When did the “new normal” set in for you?

When I was still working in an office, my new normal set in pretty quickly. It had to. I needed to hit the ground running and not look back. We were a small office and I was responsible for multiple projects. There was no choice but to figure it out. When I went freelance, it took about six months to a year for everything to settle in. For me, it was the financial loss of a salaried income that was the hardest to come to terms with. Once I saw how our financial state shook out, I began to feel more comfortable with my new normal.


What was your biggest challenge going back to work?

Pumping in an office is miserable. There is no way around it. Pumping period was horrible for me, but I did it because that was what was expected. Running my son to daycare or dropping him with the nanny, going to work and trying to focus on work, while still having to remember to pump every few hours, and then rushing home to pick my son up before the daycare closed was brutal. I was on a constant race to beat the clock, so by the time I hit the weekend I had no energy to do anything.

Who was your biggest source of support in returning to work? What was your biggest pregnancy indulgence?

My husband was a rock throughout my pregnancy and my going back to work. I was not a happy pregnant woman, and I cried a lot when I went back to work. I was so confused over whether I was a mom or a career woman. I wasn’t sure how to do both at that point.

During my pregnancy, I worked out five days a week. It was a break in my day and one thing I could control. I was lucky to have a healthy pregnancy, no matter how cranky I was. The last month of my pregnancy I indulged in a hot fudge sundae every day. I figured I had already gained a ton of weight, why not a little more at the end.


Fill in the blanks: As a working parent, I never expected ____ would be so hard and ____ would be so much easier!

As a working parent, I never expected parenting would be so hard and work would be so much easier! This may sound odd to say, but parenting was the unknown. I knew what was expected of me at work. I knew what tasks I needed to get done. Being the mother of a newborn son was scary and so much harder (but also more amazing) than I ever could have imagined.

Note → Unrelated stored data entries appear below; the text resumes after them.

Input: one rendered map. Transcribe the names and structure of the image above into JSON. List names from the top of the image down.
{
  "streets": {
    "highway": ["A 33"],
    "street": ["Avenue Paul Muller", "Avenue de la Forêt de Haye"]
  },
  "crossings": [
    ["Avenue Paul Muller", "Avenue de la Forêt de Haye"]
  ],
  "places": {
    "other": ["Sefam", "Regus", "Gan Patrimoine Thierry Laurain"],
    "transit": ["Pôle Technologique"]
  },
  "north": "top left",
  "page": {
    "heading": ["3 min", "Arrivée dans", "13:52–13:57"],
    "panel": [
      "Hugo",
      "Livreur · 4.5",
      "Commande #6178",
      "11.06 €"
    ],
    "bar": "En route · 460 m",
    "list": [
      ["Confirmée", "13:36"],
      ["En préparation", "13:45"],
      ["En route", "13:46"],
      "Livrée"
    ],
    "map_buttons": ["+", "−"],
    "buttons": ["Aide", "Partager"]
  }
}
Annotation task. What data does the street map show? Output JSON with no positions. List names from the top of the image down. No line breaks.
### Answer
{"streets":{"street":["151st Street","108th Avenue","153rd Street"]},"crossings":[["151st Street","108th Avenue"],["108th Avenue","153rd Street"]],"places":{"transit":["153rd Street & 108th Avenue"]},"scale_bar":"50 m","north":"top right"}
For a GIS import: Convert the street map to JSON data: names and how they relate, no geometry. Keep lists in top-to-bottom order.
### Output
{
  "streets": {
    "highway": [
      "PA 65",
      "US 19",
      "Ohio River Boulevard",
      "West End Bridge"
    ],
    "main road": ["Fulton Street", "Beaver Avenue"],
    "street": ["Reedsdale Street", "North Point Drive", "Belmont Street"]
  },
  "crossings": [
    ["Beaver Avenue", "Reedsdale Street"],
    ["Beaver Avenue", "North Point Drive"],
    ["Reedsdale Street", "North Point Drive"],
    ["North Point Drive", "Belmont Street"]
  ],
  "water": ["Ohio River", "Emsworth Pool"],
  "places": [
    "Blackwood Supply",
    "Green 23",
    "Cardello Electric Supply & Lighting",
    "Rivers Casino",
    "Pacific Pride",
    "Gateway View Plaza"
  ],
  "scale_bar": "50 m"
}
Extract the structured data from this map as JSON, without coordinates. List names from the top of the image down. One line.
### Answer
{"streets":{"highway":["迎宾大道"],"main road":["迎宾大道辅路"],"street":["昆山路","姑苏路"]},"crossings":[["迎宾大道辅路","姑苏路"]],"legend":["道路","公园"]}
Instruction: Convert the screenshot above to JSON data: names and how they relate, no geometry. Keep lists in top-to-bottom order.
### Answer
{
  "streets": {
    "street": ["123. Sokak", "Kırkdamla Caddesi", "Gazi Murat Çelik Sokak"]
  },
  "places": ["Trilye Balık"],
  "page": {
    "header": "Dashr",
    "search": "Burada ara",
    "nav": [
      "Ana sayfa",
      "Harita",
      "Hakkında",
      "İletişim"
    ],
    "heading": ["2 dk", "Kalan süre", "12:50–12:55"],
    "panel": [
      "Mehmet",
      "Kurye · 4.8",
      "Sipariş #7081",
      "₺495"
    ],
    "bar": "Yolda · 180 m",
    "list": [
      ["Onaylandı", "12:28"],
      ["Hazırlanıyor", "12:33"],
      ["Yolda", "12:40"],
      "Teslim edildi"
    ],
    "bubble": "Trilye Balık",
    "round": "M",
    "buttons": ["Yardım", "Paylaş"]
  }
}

As a working parent, a bad day is when _____ and a good day is when _______.

As a working parent, a bad day is when I don’t get a shower, I haven’t worked out, the kids spill something, I miss a deadline or I forget to send something to school (that was due). A good day is when it all just comes together effortlessly. I meet my deadlines, the kids are happy when I pick them up and play well together while I make dinner, and they all go to bed on time so I can get back to work (I work all morning and then again between 8pm and midnight).